A Management Information System is used to create quotations for customers, handle the order entry and creation of job tickets, keep track of jobs and handle their scheduling, invoice customers and handle stock (for paper, ink, plates,…). Given the wide range of tasks that MIS has to perform, it is not uncommon that companies use a mix of software applications coming from different vendors instead of one single system.
Prepress systems that process data to generate proofs or plate data. Smaller systems can simply consist of a RIP while larger configurations have a built-in imposition module, preflighting, trapping,… Among the most popular prepress workflows are Agfa Apogee Prepress, Kodak Prinergy, Screen Trueflow or Harlequin based systems. Among the prepress workflow components that can be JDF enabled are:
- Preflight software: software that checks if pages or artworks meets the production requirements for correct output.
- Imposition software: Programs to combine multiple pages on a single press sheet. Unlike desktop printers, presses print on larger sheets of paper. How 2 to 24 (or more) pages can be combined on a single press sheet is handled by imposition software. Sometimes the software is only used to design the imposition template (the definition of how to combine all those pages), sometimes the imposition software actually processes the content and imposes the entire job.
Press Management Systems
A press controller is the software used to manage the jobs that get printed on one or more presses. Next to management functions such as determining job priority or tracking press up-time, these systems also allow a press operator to control settings of the presses. Press vendors offer such a solution for their systems, such as Pecom from Man Roland or K-Station from Komori. For big web presses there are also third party solutions available.
Ink key settings to preset a press are a prime example of data that can be generated by a prepress workflow system and communicated with the press management system using JDF.
Cutters, folding machines, binding equipment,… nowadays can be configured from a PC or a built-in controller. A configuration file can be preloaded which contains settings to automatically configure the machine. These settings can also be communicated using JDF.

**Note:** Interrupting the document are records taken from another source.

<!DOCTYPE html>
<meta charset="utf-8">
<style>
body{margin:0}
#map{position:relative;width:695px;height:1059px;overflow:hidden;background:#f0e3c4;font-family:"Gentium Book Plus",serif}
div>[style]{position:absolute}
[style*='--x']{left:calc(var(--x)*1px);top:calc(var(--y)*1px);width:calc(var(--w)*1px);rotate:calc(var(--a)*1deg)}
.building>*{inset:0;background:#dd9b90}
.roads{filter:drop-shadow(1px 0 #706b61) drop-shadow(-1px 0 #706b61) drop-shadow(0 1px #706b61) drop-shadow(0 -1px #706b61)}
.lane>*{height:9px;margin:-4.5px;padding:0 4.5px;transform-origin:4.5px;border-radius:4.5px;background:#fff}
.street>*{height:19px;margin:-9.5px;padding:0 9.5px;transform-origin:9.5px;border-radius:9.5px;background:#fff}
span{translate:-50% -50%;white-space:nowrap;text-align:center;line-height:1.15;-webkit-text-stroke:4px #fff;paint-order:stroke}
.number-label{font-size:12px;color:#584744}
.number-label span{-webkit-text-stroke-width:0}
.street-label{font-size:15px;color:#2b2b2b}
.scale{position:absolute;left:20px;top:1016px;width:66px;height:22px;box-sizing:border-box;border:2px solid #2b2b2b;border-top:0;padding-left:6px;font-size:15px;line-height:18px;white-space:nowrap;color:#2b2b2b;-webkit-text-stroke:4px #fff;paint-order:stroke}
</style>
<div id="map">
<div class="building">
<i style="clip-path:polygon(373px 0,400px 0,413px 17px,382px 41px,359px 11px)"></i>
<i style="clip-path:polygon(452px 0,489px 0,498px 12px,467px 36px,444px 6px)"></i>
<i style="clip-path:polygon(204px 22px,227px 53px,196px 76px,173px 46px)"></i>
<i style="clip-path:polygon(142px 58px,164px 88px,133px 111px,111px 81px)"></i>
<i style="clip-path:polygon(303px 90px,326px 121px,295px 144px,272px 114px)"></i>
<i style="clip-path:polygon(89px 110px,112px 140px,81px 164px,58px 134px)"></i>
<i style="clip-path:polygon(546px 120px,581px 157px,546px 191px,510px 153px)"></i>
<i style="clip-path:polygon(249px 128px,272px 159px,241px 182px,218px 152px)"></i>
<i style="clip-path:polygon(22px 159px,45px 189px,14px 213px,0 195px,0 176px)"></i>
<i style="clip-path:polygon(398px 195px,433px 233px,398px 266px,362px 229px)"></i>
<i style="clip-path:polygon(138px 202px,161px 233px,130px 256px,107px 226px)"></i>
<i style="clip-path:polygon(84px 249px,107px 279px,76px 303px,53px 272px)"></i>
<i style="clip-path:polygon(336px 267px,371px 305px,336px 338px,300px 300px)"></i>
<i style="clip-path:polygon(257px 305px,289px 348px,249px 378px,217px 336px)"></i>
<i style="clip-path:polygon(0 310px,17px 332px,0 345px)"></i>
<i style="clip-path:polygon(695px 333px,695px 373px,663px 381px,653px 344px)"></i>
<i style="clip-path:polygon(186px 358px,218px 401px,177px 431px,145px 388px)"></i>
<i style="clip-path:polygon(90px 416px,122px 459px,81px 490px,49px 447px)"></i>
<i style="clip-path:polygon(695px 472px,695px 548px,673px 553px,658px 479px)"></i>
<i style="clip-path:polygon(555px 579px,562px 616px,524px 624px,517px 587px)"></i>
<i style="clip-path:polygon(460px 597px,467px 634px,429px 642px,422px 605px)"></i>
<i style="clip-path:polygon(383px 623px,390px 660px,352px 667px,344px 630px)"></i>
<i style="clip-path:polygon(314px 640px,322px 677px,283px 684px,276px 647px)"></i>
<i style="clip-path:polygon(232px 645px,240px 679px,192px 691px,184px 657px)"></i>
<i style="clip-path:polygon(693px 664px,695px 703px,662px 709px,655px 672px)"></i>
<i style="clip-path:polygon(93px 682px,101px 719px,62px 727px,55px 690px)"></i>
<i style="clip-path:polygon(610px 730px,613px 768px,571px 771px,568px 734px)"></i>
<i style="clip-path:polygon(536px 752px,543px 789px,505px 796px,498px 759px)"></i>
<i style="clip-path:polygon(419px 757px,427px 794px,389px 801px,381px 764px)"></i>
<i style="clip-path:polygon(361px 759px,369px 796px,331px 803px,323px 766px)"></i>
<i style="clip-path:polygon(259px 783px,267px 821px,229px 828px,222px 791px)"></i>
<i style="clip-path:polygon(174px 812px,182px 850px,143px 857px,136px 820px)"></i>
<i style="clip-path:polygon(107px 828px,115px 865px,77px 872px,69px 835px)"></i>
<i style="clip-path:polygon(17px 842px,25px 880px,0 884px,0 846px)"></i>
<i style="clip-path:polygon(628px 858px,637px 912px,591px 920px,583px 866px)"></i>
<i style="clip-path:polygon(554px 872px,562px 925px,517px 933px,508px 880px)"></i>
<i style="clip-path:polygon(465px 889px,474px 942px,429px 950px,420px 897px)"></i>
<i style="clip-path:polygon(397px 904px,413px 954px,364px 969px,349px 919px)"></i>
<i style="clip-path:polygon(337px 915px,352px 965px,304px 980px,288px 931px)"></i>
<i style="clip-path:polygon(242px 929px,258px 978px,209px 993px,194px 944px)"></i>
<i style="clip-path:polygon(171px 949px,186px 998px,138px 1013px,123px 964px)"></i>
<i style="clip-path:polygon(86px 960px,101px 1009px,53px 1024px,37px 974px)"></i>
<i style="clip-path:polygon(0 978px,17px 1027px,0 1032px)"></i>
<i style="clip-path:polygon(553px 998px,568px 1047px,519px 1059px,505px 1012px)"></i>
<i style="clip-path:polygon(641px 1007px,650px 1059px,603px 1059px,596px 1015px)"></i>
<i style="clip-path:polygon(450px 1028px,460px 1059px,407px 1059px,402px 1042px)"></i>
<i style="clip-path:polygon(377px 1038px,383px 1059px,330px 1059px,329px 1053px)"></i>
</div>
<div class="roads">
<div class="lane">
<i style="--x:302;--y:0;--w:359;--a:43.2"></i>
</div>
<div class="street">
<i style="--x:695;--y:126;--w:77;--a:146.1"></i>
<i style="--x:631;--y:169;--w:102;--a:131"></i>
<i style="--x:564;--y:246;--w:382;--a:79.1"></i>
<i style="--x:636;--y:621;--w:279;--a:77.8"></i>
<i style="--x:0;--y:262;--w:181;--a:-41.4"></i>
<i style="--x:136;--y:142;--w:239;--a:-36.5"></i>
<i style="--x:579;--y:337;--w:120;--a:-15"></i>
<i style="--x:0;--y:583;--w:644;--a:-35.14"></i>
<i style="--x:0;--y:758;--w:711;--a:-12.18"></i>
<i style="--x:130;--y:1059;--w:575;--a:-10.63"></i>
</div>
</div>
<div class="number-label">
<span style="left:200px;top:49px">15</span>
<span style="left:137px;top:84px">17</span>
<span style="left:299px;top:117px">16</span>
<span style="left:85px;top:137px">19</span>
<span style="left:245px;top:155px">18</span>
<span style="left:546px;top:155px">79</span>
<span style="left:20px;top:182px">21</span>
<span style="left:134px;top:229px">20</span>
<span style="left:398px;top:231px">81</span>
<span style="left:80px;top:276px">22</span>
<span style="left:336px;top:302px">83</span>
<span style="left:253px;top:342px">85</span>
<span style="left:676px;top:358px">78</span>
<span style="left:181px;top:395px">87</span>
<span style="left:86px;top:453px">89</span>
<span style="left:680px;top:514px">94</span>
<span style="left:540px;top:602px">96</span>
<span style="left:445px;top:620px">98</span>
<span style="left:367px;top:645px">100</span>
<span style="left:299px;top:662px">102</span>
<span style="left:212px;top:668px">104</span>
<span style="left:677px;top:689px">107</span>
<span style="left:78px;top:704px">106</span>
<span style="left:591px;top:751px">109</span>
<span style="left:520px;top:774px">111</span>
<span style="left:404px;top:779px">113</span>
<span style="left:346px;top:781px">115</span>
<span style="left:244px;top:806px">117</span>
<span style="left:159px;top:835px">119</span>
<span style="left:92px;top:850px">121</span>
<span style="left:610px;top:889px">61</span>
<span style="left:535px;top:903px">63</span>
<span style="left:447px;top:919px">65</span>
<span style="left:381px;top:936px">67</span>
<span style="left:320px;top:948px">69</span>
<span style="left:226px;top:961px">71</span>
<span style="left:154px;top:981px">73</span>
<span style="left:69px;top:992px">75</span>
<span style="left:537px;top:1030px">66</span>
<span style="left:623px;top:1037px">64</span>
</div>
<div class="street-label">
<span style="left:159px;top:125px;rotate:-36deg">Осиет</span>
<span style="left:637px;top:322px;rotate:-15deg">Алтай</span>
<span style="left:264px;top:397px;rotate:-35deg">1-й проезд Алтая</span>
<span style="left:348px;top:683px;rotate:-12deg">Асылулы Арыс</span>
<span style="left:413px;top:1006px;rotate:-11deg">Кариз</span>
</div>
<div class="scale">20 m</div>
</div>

Finishing equipment is often the last to get JDF-connected, for a number of reasons:
- The people working in finishing are typically not the best paid in the printing company. There is less incentive to automate their work.
- Set-up time on many machines is fairly short, so the ROI is not that good.
- Physics sometimes can get in the way. There can for instance be so much paper shrinkage on web presses that a manual adjustment of the cut lines is always needed. That makes it impossible to automate the process.